Show that the SU(2) group is a Lie group

Question

How can I prove that the SU(2) is a Lie group with the Pauli matrices as generators?

Answer 1

First study the group $U(2)$. This is the set of matrices $A$ satisfying $$A \overline{A}^t=1,$$ where the overline denotes complex conjugation of the entries and the $t$ is the transpose. The map $A \mapsto A \overline{A}^t$ is a differentiable map from the set of all $2$ by $2$ complex matrices to the set of all matrices $C$ satisfying $\overline{C}^t=C$. Its derivative at a matrix $A$ is the linear map $$B \mapsto A \overline{B}^t+B \overline{A}^t.$$ One verifies (do it first for $A=1$ where it is trivial and then derive the general case from this) that this is surjective at all points $A$ of $U(2)$, which is therefore an embedded real submanifold of $\mathbb{C}^4$ by the implicit function theorem.

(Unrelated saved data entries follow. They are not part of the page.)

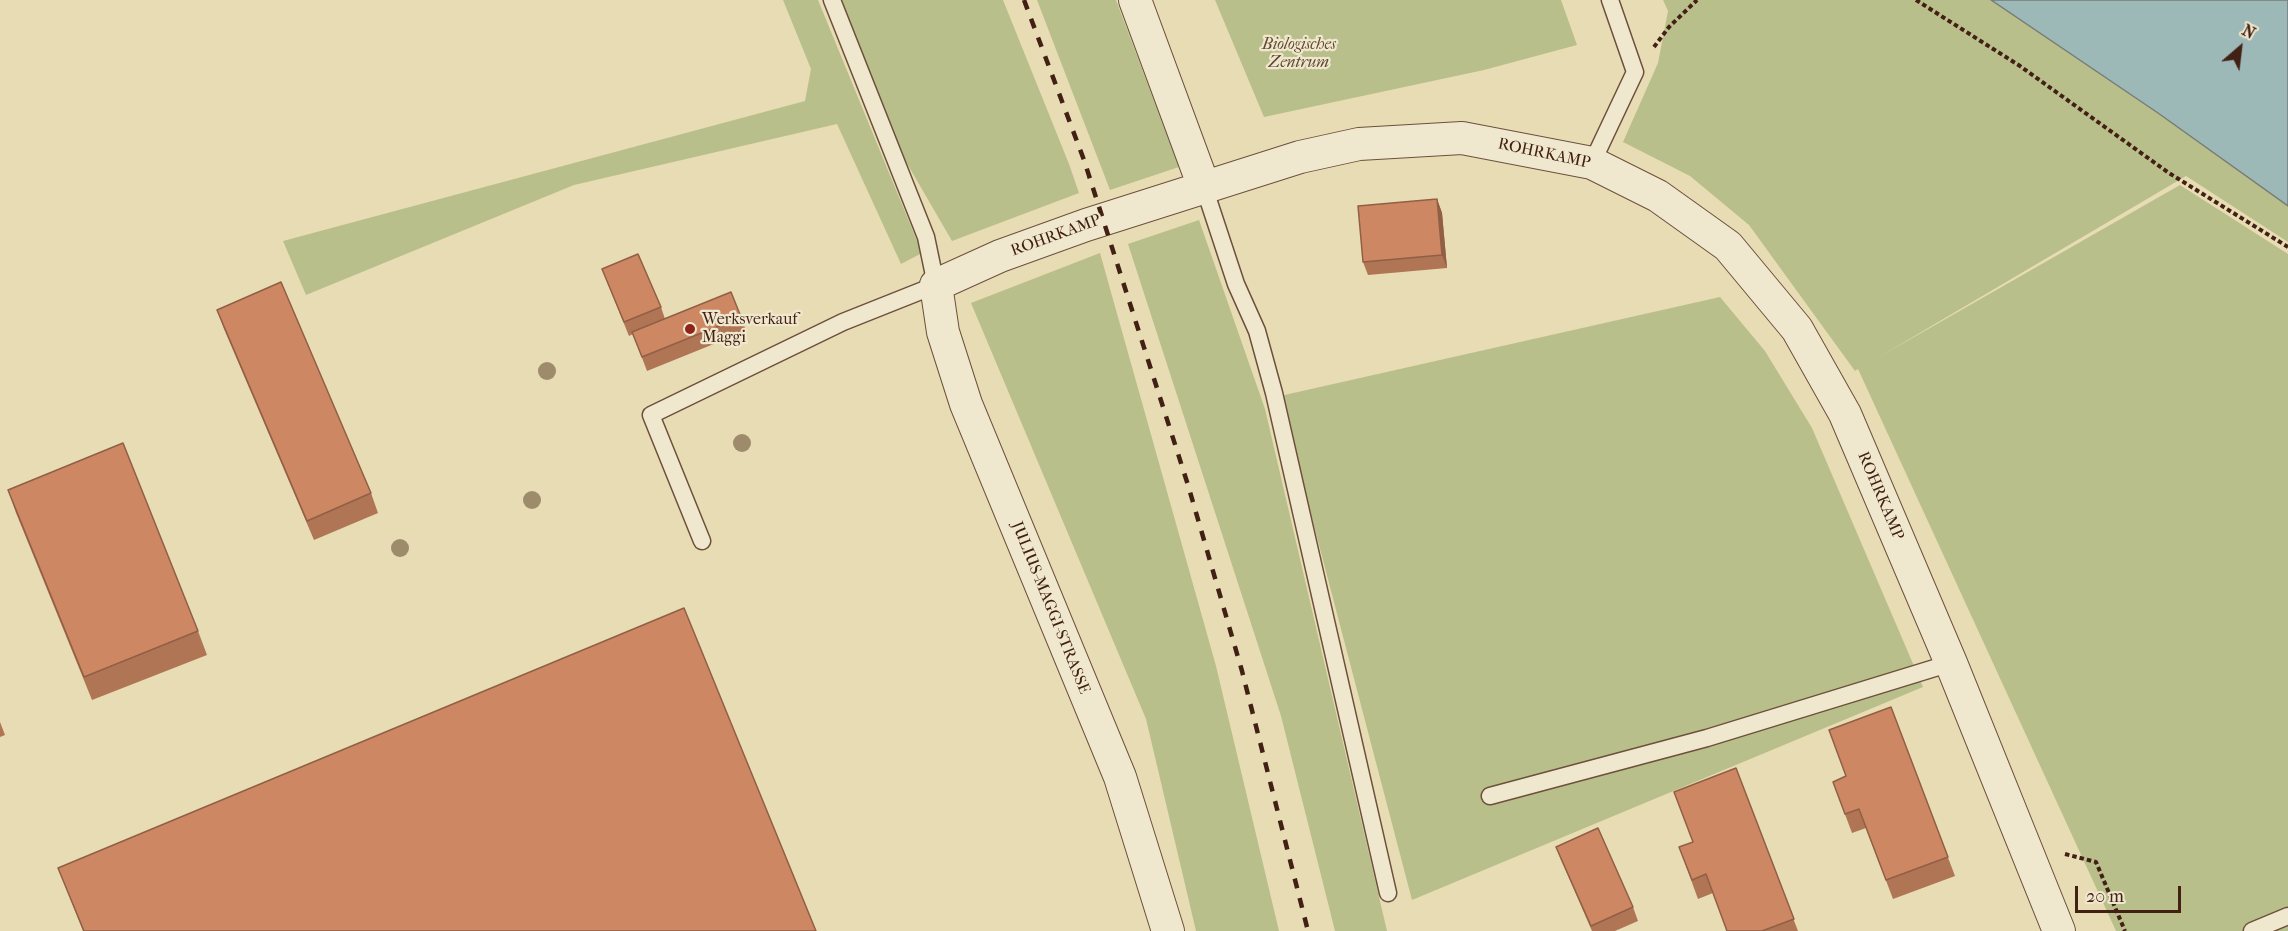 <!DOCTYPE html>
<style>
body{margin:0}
#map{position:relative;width:2288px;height:931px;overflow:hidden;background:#e8dcb4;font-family:"IM FELL French Canon",serif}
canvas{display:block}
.north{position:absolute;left:2210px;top:18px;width:60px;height:60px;-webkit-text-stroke:4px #f0e8ce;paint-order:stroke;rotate:28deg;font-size:16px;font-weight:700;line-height:24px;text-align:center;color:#422114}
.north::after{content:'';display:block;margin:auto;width:21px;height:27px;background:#422114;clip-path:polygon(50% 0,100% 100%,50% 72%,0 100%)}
.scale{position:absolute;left:2075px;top:886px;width:106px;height:27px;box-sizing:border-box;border:3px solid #422114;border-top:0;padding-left:8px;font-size:18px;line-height:21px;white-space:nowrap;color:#422114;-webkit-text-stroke:4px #f0e8ce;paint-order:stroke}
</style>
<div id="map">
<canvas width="2288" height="931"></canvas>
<div class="north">N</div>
<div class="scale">20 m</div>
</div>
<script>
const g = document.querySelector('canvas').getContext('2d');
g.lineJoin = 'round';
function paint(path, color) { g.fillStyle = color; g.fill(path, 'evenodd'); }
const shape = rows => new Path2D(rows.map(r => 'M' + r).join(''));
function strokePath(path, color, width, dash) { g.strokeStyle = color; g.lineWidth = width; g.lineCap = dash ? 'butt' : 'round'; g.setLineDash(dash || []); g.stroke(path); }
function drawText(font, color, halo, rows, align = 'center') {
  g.font = font + ' "IM FELL French Canon",serif'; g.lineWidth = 4.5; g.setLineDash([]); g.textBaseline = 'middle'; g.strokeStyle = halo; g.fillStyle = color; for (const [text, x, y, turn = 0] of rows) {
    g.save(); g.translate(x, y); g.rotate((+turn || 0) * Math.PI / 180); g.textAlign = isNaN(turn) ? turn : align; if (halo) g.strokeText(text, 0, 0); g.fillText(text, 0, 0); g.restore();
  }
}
const green = shape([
 [783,0,818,0,922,253,901,264,837,124,574,185,306,295,283,241,805,101,811,69],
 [841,0,1003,0,1069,164,1079,193,952,241,905,160],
 [1037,0,1116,0,1179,167,1110,190],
 [1215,0,1561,0,1577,45,1484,70,1264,117],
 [1663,0,1991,0,2158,113,2288,206,2288,242,2186,176,1879,357,2180,185,2288,254,2288,931,2116,931,1858,369,1855,371,1749,225,1690,176,1623,142,1658,63,1668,11],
 [1199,220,1265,409,1387,931,1335,931,1281,716,1128,244],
 [1100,253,1216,666,1279,931,1196,931,1146,719,971,303],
 [1720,297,1765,351,1812,428,1923,687,1412,900,1280,396]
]);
const water = shape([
 [1991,0,2288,0,2288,206,2158,113,1991,0]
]);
const path = shape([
 [1916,0,2020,66,2169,173,2288,247],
 [1654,47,1669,27,1697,0],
 [2065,854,2096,862,2125,931]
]);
const service = shape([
 [1592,163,1635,72,1610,0],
 [1204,187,1236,284,1257,331,1274,393,1388,893],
 [702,541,651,415,843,322,936,285,926,237,832,0],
 [1490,796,1707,738,1951,663],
 [2252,931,2288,916]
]);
const minor = shape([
 [1135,0,1204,187],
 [1168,931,1120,777,966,404,943,332,936,285,1000,256,1086,225,1300,157,1359,144,1462,138,1592,163,1658,196,1728,246,1797,329,1845,414,1951,663,2059,931]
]);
const rail = shape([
 [1024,0,1084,160,1188,485,1242,671,1308,931]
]);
const trees = [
 [547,371],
 [742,443],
 [532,500],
 [400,548]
];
const wall = shape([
 [1437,199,1442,213,1447,268,1368,275,1363,262],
 [602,269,661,307,665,319,741,317,746,331,647,371,633,334,629,336],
 [217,310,371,493,378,513,314,540,224,329],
 [8,490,198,631,207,655,92,700,16,513],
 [1891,707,1955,876,1893,899,1866,828,1852,833,1840,801,1846,776],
 [0,722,5,735,0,737],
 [1736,768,1798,931,1727,931,1713,893,1698,899,1679,847,1693,842],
 [1556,847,1633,907,1638,921,1615,931,1592,931,1561,860],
 [58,868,816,931,83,931]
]);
const shadedWall = shape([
 [1437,199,1442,213,1447,268,1442,255]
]);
const building = shape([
 [1437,199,1442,255,1363,262,1358,206,1437,199],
 [638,254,661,307,624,322,602,269,638,254],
 [281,282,371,493,307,521,217,310,281,282],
 [731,292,741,317,642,357,632,332,731,292],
 [123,443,198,631,84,677,8,490,123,443],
 [684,608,816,931,84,931,58,868,684,608],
 [1891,707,1948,857,1886,880,1859,809,1845,814,1833,782,1846,776,1829,730,1891,707],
 [1736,768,1794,919,1762,931,1727,931,1706,874,1692,880,1679,847,1693,842,1674,792,1736,768],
 [1598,828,1633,907,1591,926,1556,847,1598,828]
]);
const markers = [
 [690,329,6,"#8f2418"]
];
const parkNames = [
 ["Biologisches",1299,45],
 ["Zentrum",1299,63]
];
const streetNames = [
 ["ROHRKAMP",1544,154,12],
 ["ROHRKAMP",1056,236,-20],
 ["ROHRKAMP",1880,496,67],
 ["JULIUS-MAGGI-STRASSE",1050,608,68]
];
const poiNames = [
 ["Werksverkauf",702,320],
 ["Maggi",702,338]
];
paint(green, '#b9bf8b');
paint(water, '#9cb9b8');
strokePath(water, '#787c76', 1.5);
strokePath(service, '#6c503c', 19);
strokePath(minor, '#6c503c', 34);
strokePath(path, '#422114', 4, [4.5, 3]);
strokePath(service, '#f0e8ce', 16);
strokePath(minor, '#f0e8ce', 32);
strokePath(rail, '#422114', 4.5, [10, 10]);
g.fillStyle = '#9d8b6c';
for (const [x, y] of trees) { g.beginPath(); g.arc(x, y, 9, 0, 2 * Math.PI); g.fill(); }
paint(wall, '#b07555');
paint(shadedWall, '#905f45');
paint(building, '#cd8863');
strokePath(building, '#905f45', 1.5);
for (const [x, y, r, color] of markers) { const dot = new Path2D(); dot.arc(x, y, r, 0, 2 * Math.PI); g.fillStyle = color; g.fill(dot); strokePath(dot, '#f0e8ce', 2); }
drawText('italic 16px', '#604832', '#f0e8ce', parkNames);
drawText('16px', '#422114', '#f0e8ce', streetNames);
drawText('16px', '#422114', '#f0e8ce', poiNames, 'left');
</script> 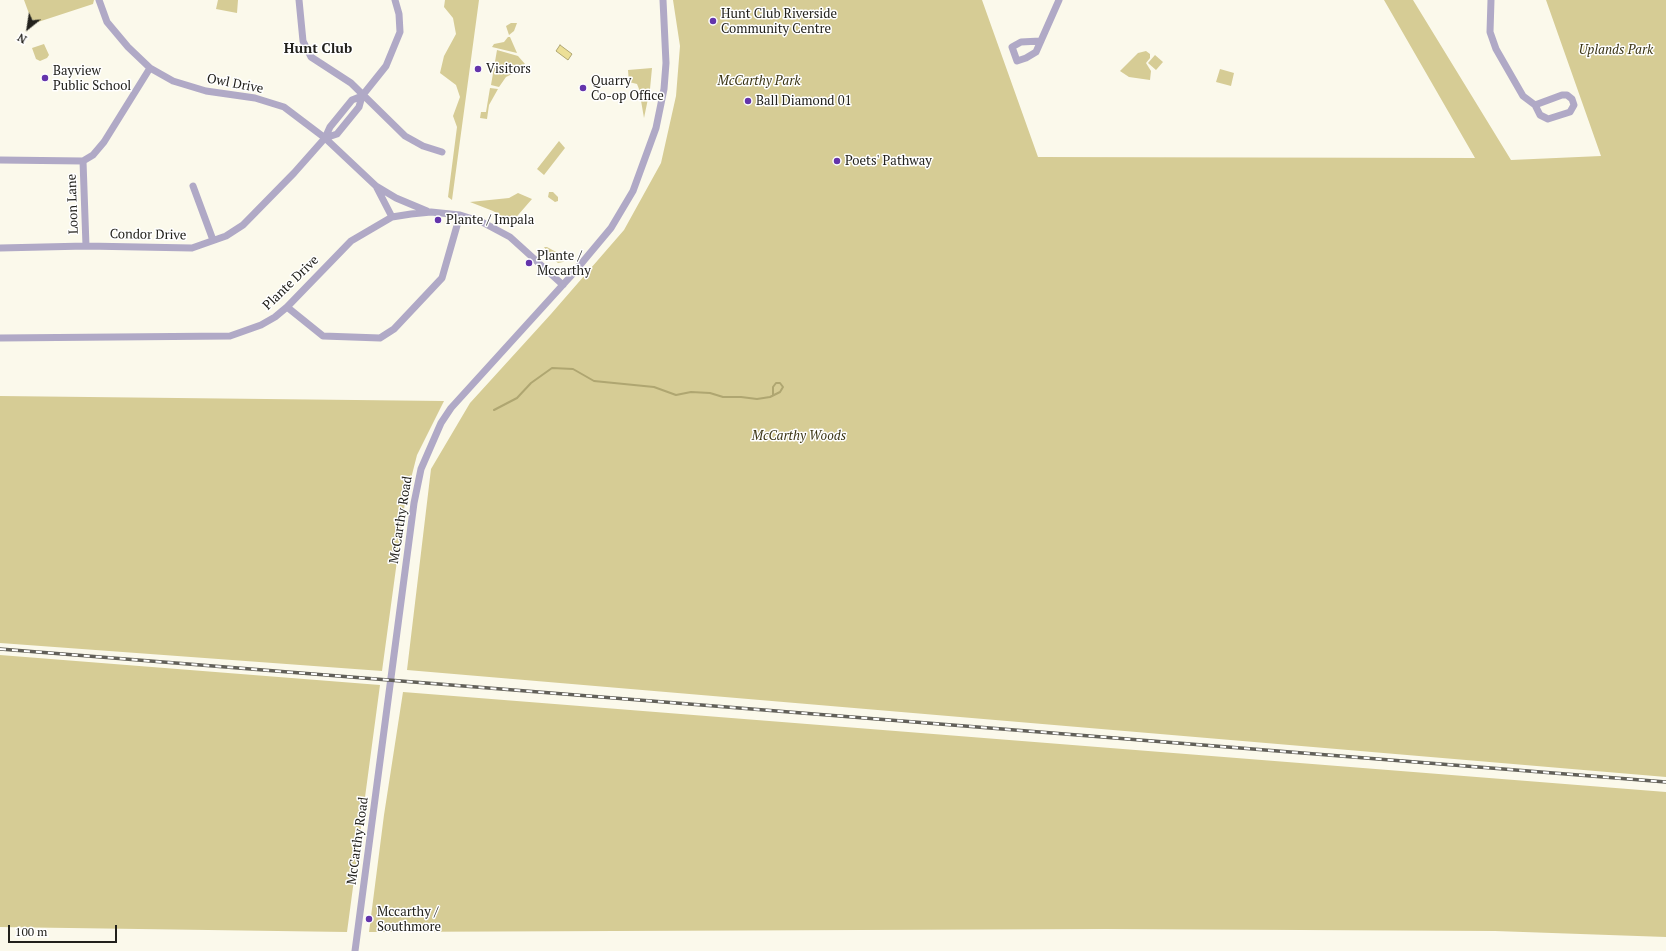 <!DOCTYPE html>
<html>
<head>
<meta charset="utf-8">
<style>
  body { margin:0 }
  #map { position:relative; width:1666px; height:951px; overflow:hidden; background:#fbf9eb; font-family:"PT Serif",serif }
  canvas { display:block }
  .north { position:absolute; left:8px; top:8px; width:40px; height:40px; -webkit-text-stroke:3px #fff; paint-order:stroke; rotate:210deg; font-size:11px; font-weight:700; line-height:16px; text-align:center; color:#22211c }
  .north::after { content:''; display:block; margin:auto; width:14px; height:18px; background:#22211c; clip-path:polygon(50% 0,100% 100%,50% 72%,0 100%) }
  .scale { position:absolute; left:8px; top:925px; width:109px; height:18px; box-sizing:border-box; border:2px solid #22211c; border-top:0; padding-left:5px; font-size:12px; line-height:14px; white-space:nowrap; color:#22211c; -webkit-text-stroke:3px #fff; paint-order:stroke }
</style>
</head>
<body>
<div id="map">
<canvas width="1666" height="951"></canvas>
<div class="north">N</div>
<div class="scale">100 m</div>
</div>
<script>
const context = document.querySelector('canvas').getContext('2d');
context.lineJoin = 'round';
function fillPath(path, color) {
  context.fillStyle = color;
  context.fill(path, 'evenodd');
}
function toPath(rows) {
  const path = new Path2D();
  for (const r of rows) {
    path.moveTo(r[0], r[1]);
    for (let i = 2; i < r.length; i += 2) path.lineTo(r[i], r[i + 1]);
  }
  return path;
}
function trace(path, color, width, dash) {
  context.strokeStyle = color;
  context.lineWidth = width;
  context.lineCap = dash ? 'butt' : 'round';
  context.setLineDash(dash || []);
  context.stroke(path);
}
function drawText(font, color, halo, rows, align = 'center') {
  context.font = font + ' "PT Serif",serif';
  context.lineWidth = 3;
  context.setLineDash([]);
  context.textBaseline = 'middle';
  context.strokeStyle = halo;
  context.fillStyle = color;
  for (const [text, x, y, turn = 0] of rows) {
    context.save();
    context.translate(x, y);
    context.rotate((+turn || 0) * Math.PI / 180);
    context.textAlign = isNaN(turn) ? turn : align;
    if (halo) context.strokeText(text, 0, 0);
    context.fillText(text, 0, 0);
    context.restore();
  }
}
fillPath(toPath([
  [24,0,94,0,93,4,38,22,31,19],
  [218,0,238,0,237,13,216,9],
  [445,0,479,0,452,200,448,197,457,127,453,116,460,97,456,85,440,73,444,56,456,34,453,18,444,7],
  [673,0,982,0,1038,157,1475,158,1384,0,1413,0,1511,160,1601,156,1546,0,1666,0,1666,777,407,670,431,469,470,403,551,314,624,230,661,163,676,96,680,46],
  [511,23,517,23,514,31,509,35,506,26],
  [508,37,510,37,517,53,492,47,494,44,504,42],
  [44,44,49,55,47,58,40,61,36,59,32,48],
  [497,50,518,56,525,64,518,66,512,74,506,77,499,87,491,85],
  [1146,51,1150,54,1150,58,1146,63,1151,71,1150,80,1129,77,1120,71,1138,53],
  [1155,55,1163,62,1156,70,1148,63],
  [652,68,650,89,644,118,639,89,637,84,629,82,628,70],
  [1220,69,1234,73,1231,86,1216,82],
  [490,88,498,89,489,105,487,119,480,118,481,112,486,112],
  [559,141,565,148,544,175,537,169],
  [549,192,553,192,558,197,558,201,555,202,548,197],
  [518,193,532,199,512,222,493,211,470,202,509,198],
  [544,247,547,247,558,253,567,254,567,258,563,262,558,263,553,259],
  [0,396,444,401,417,455,405,502,382,671,0,643],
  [0,655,380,685,347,932,0,927],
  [403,692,1666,792,1666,937,1495,931,1106,929,369,932,384,815]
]), '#d6cc95');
const water = toPath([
  [560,45,572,54,568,60,556,51,560,45]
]);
fillPath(water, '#ecdf96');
trace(water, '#afa671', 1);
trace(toPath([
  [494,410,517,398,531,383,552,368,573,369,594,381,654,387,676,395,691,392,710,393,723,397,741,397,757,399,770,397,780,392,783,387,780,383,776,383,773,387,773,395]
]), '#afa671', 2);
trace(toPath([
  [99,0,107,22,128,47,150,68,173,81,206,91,255,98,284,107,325,138,376,186,396,198,427,211],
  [299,0,303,41,311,57,351,83,405,136,423,146,442,152],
  [1491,0,1490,32,1496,49,1523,96,1535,105,1540,115,1548,119,1570,112,1574,105,1572,99,1567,95,1562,95,1535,105],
  [1040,41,1021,42,1012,47,1017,61,1026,58,1036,52,1059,0],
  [325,138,337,134,359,107,362,96,386,66,400,32,399,14,395,0],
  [0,160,83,161,93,155,104,142,150,68],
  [83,161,86,246],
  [193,186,213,240],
  [377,188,392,217],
  [0,248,86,246,192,248,226,236,243,225,294,173,325,138,330,127,352,100,362,96],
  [287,307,323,336,380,338,394,329,442,278,460,215],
  [0,338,230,336,261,325,275,317,287,307,351,241,392,217,411,214,431,212,460,215,482,222,510,237,563,285],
  [355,951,414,503,421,469,441,423,451,408,570,277,611,228,633,191,656,128,664,89,666,63,663,0]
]), '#b0a9c6', 7);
const rail = toPath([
  [0,649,1666,782]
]);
trace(rail, '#626059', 3.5);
trace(rail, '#fff', 2, [6]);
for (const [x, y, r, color] of [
  [713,21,4,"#6434ab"],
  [478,69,4,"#6434ab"],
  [45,78,4,"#6434ab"],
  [583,88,4,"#6434ab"],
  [748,101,4,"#6434ab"],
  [837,161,4,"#6434ab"],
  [438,220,4,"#6434ab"],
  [529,263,4,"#6434ab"],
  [369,919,4,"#6434ab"]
]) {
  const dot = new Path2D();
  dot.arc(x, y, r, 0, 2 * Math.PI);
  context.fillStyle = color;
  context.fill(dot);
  trace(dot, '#fff', 1.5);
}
drawText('13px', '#22211c', '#fff', [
  ["Hunt Club Riverside",721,14],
  ["Community Centre",721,29],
  ["Visitors",486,69],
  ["Bayview",53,71],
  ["Public School",53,86],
  ["Quarry",591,81],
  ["Co-op Office",591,96],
  ["Ball Diamond 01",756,101],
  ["Poets' Pathway",845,161],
  ["Plante / Impala",446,220],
  ["Plante /",537,256],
  ["Mccarthy",537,271],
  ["Mccarthy /",377,912],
  ["Southmore",377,927]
], 'left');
drawText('italic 13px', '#3a3414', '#fff', [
  ["Uplands Park",1616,50],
  ["McCarthy Park",759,81],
  ["McCarthy Woods",799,436]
]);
drawText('13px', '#22211c', '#fff', [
  ["Owl Drive",235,84,11],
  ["Loon Lane",73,204,-92],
  ["Condor Drive",148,235,1],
  ["Plante Drive",291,283,-44],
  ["McCarthy Road",401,520,-81],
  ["McCarthy Road",358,841,-82]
]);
drawText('bold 14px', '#22211c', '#fff', [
  ["Hunt Club",318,49]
]);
</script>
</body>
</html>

It is immediate that the group operations are smooth: they are given by rational functions of the entries of the matrix. This proves that $U(2)$ is a Lie group.

Now $SU(2)$ is the kernel of the Lie group homomorphism $$\mathrm{det}: U(2) \rightarrow S^1.$$ It is therefore an embedded subgroup.

I don't believe $SU(2)$ is generated as an abstract group by the Pauli matrices (at least, not by the Pauli matrices I know, which correspond via the isomorphism between the unit quaternions and $SU(2)$ to the quaternions $i$, $j$, and $k$). You can modify the Pauli matrices to obtain generators of the Lie algebra of $SU(2)$, though, and the one-parameter subgroups corresponding to these do generate $SU(2)$. If you clarify (give a precise definition of Pauli matrices) and it's still useful to you, I will give more details.